What is the probability that this event occurs? We have ⌊p/(2kn)-1⌋ elements in A, giving Pr[a∈A] = ⌊p/(2kn)-1⌋/(p-1) = Θ(1/kn). Similarly, there are ⌊p/2⌋ choices for b, giving Pr[b∈B] = ⌊p/2⌋/p = Θ(1). This gives a probability of Θ(1/kn) that h_{ab}(S) is constant.

# 2. Low expected distortion

Given a graph G, let V(G) be the set of vertices in G and let d_{G}(u,v) be the length of the shortest path from u to v in G, where u,v∈V(G).

Given a graph G and a probability distribution P on pairs (f,H) where H is a graph and f:V(G)→V(H) such that d_{H}(f(u),f(v)) ≥ d_{G}(u,v) for all u,v∈V(G), let the **expected distortion** δ(P) = max_{u,v∈V(G)} E[d_{H}(f(u),f(v))/d_{G}(u,v)].

Let G = C_{n} be a cycle with n vertices. Show that there exists a probability distribution P on (f,H) such that H is always P_{n-1}, the path with n vertices, and δ(P) = O(1).

## 2.1. Solution

Obtain H by cutting G along a uniform random edge, and let f be the identity map. Then d_{H}(u,v) ≥ d_{G}(u,v) trivially (removing edges can only increase the length of the shortest path. To prove the distortion bound, suppose that d_{G}(u,v) = k ≤ n/2. Then with probability k/n, we cut an edge on the shortest uv path, giving d_{H}(u,v) = n-k; the rest of the time, d_{H}(u,v) = d_{G}(u,v) = k. This gives E[d_{H}(u,v)] = (k/n)(n-k) + ((n-k)/n)(k) = 2k(n-k)/n < 2k and thus δ(P) ≤ max(2k/k) = 2.

# 3. Defective skip lists

Suppose we are given a skip list with a head node and n nodes with parameter p (the probability that a node at level k also appears at level k+1), and that we choose one of the non-head nodes uniformly at random and remove it without updating any pointers, so that any search that attempts to access the removed node fails.

What is the expected number of nodes that are still reachable by a standard skip list search starting from the head node?

## 3.1. Solution

It is possible to solve this problem by brute force, but it is easier to do it by making very heavy use of linearity of expectation.

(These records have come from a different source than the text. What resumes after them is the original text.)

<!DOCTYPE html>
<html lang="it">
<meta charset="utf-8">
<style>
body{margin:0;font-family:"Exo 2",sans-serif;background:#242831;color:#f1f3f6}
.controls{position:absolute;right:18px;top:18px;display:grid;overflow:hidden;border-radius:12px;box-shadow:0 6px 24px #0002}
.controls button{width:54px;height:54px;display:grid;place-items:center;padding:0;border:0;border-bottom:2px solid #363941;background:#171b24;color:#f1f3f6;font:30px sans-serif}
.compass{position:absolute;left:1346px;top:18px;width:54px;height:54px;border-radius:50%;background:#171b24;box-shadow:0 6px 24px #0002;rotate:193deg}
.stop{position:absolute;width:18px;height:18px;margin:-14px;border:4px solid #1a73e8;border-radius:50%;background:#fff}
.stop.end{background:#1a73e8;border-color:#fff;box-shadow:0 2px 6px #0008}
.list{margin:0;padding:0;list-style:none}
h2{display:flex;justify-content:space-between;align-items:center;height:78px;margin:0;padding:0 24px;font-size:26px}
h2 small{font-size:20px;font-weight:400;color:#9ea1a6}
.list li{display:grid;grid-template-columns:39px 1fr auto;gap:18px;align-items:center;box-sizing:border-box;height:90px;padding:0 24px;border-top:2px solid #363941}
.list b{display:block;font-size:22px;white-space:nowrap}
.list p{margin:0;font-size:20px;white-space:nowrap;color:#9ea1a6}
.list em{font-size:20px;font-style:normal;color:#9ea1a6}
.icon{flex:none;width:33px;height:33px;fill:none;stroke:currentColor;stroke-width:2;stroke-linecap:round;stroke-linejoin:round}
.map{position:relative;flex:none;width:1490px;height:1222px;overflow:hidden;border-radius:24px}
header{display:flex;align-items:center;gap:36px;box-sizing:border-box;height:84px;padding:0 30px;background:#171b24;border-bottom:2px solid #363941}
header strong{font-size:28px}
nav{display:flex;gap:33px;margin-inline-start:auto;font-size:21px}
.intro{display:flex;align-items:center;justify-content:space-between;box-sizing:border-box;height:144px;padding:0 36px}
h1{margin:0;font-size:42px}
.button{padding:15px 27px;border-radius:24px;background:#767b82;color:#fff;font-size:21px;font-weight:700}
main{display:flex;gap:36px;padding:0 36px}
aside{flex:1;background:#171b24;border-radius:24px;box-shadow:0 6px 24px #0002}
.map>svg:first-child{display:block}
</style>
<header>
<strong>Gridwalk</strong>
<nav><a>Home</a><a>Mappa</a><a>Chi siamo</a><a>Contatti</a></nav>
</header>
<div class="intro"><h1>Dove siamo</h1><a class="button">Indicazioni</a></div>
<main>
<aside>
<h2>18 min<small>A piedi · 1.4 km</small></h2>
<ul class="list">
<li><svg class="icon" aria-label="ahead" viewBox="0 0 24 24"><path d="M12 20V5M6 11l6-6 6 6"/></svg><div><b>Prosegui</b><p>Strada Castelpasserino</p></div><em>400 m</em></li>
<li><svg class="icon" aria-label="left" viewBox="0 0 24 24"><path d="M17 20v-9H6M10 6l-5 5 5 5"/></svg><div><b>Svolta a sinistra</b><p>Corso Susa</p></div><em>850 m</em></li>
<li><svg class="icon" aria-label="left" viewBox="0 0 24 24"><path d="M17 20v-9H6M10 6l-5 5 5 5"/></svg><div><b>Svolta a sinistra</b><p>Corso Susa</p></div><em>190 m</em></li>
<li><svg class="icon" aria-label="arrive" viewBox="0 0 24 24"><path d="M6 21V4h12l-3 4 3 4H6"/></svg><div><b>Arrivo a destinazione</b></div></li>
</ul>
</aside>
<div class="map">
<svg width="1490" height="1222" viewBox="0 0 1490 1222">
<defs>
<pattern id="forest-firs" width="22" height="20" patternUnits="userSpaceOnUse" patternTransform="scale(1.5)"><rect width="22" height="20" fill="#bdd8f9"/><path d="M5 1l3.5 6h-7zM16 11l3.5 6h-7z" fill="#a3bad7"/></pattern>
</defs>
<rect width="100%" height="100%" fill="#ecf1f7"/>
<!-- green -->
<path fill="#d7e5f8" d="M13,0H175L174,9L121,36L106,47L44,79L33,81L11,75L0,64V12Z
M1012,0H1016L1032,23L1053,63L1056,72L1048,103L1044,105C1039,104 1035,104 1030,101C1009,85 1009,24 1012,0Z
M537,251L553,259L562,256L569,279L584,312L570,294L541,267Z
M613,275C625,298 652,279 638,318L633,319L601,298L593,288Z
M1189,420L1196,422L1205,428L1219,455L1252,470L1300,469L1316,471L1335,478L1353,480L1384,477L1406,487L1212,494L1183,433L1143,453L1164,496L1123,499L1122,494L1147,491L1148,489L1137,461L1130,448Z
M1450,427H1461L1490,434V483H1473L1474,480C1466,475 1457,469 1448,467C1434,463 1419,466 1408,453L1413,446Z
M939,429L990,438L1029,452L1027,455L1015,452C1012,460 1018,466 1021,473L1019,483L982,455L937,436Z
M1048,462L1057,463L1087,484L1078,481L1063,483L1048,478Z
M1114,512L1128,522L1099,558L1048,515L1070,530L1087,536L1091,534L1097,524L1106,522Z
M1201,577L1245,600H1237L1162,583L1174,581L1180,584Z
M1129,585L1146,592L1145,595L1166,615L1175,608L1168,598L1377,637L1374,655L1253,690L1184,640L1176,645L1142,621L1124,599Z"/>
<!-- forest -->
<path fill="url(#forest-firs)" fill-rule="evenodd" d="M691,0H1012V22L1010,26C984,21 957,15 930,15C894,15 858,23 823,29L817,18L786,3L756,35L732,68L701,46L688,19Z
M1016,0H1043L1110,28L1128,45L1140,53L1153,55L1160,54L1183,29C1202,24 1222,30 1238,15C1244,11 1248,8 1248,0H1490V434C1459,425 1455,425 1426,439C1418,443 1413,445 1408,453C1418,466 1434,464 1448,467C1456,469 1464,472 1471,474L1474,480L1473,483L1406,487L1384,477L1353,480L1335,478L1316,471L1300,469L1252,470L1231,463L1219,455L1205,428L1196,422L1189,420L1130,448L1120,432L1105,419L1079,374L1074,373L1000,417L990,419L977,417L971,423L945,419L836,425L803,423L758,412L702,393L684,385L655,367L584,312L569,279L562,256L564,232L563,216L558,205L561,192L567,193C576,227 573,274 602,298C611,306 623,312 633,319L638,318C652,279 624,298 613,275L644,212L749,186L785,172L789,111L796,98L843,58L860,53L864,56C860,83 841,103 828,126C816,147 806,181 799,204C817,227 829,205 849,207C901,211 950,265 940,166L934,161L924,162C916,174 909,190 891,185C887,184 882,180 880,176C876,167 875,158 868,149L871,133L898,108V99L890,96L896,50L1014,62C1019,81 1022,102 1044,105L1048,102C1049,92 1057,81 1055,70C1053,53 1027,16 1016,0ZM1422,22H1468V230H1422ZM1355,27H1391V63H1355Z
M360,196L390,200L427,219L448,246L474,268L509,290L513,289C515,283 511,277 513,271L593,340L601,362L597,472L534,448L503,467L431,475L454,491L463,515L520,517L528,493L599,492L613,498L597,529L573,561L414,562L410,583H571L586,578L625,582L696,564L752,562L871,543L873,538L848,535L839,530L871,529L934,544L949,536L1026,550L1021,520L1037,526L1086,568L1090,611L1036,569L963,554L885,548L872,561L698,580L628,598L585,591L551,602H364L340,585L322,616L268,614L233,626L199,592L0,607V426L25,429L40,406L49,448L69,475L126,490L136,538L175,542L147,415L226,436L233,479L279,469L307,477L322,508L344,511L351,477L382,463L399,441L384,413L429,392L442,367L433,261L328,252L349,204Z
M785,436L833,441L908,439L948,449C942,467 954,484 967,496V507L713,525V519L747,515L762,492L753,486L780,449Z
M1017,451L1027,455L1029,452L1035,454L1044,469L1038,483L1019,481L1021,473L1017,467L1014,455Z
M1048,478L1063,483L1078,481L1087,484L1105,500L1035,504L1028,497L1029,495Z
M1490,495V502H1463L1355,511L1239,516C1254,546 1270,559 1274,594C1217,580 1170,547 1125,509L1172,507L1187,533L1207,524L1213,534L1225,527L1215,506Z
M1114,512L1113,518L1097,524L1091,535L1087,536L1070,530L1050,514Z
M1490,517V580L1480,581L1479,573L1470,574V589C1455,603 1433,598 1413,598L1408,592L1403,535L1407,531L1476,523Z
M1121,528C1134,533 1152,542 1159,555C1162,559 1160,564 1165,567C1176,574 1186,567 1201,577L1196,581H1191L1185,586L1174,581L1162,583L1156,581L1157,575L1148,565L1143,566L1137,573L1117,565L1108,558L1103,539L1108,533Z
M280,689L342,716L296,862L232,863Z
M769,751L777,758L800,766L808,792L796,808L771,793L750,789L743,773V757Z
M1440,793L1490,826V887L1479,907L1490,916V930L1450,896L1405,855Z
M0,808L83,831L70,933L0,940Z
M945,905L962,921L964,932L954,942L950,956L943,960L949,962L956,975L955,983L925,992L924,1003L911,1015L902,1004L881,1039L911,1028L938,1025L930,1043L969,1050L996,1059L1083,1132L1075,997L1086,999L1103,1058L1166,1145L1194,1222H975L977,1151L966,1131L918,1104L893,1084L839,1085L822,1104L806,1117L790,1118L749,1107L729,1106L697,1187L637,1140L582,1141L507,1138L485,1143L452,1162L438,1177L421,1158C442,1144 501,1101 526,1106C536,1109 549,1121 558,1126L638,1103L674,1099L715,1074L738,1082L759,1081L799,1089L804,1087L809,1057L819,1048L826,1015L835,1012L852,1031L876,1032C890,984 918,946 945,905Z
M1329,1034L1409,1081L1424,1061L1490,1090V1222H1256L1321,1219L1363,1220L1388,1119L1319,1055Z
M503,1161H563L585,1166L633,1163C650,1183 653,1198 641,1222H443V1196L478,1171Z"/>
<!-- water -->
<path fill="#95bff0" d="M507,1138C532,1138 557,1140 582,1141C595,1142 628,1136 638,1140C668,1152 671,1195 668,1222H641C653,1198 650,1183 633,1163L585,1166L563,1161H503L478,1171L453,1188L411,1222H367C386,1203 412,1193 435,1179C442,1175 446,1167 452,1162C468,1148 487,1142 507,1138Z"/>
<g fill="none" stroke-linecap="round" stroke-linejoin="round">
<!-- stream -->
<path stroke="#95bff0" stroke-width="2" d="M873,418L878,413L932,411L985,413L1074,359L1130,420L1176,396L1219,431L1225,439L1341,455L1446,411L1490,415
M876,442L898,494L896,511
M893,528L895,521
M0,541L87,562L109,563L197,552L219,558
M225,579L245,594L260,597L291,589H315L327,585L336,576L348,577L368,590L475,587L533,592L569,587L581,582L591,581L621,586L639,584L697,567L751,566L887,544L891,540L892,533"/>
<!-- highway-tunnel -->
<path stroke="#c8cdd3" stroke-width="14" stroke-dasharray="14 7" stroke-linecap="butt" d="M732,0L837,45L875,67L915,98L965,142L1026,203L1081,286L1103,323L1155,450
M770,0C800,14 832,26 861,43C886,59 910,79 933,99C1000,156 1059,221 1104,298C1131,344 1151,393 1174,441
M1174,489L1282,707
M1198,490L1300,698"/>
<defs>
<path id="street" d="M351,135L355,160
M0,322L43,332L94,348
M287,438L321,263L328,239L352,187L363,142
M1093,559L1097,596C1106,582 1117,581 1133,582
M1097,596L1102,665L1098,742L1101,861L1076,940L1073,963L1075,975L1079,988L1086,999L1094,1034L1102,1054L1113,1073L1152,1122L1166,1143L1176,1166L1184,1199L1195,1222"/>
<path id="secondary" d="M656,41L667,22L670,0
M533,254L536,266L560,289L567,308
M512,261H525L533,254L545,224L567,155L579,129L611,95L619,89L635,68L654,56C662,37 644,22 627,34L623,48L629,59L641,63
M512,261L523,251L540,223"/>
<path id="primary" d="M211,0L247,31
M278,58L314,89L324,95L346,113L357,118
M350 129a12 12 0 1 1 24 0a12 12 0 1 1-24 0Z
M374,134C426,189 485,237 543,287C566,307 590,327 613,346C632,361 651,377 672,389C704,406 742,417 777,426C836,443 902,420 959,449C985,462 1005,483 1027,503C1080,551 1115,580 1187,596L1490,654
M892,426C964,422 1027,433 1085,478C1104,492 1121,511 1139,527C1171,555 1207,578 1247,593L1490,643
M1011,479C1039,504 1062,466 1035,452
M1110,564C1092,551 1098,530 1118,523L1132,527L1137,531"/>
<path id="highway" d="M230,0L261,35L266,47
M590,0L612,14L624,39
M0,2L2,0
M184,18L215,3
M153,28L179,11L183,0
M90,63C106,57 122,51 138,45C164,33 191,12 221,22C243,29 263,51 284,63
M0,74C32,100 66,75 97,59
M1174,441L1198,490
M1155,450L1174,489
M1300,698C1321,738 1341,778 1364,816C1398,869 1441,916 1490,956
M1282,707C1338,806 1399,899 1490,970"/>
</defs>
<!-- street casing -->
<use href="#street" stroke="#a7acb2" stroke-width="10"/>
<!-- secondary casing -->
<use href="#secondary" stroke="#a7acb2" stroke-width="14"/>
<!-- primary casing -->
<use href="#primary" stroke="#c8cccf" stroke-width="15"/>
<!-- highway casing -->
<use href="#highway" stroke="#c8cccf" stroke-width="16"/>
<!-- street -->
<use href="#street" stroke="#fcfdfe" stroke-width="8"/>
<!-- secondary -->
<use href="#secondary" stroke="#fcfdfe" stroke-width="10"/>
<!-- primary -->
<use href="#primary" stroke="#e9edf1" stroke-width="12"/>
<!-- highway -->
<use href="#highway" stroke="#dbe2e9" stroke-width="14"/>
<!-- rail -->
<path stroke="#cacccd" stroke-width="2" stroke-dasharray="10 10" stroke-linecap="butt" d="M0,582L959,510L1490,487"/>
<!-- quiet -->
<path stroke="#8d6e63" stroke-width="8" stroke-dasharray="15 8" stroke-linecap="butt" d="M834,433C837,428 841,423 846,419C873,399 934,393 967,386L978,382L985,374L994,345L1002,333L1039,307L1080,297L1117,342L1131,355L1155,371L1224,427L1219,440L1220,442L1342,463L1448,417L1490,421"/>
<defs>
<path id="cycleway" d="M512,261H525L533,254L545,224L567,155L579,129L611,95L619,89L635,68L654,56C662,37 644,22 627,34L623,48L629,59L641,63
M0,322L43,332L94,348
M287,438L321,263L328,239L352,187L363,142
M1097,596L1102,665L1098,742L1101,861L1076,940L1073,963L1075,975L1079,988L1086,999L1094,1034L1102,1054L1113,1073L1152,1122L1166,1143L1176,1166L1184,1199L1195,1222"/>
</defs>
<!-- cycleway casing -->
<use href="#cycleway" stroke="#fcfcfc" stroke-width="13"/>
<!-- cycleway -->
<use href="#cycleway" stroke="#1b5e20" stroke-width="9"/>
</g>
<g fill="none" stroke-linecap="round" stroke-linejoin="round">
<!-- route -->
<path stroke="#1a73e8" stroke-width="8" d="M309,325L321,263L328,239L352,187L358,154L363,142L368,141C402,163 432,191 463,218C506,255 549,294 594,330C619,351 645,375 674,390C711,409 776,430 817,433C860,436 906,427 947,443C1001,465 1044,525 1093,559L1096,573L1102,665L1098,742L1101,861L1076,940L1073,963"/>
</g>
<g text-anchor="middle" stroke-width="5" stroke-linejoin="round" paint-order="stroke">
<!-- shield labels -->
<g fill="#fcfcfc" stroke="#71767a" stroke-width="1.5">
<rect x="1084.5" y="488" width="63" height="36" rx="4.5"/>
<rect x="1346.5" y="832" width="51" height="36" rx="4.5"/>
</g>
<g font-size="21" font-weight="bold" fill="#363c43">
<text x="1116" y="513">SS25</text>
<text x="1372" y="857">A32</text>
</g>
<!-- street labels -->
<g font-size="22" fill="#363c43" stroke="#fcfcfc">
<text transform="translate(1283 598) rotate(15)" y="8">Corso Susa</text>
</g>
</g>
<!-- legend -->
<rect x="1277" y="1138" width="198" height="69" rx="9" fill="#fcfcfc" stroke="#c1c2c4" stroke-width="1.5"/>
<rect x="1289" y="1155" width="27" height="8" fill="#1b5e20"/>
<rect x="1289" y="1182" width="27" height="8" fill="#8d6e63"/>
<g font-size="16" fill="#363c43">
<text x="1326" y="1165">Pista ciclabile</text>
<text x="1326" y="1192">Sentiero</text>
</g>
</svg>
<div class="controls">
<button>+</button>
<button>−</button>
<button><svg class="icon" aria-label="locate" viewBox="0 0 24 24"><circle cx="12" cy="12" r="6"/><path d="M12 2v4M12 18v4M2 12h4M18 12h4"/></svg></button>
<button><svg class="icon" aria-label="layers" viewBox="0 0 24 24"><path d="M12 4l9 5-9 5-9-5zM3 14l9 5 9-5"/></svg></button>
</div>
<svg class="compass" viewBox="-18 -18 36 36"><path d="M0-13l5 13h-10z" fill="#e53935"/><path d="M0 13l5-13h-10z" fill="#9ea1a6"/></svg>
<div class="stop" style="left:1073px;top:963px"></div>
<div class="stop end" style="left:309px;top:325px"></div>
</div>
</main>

Suppose that the search path for j includes m non-head nodes (this includes j). Then the probability that j is not reachable, conditioned on this fact, is exactly m/n. The expected total number of non-reachable nodes is then E[∑ m_{j}/n], where m_{j} is the number of nodes on the search path to j, or (1/n) ∑_{j} E[m_{j}], the expected length of a search path to a uniformly-chosen node. Computing this quantity exactly is exceptionally painful, but we can easily get that it is O(log n / (p log (1/p))) using the usual skip list analysis.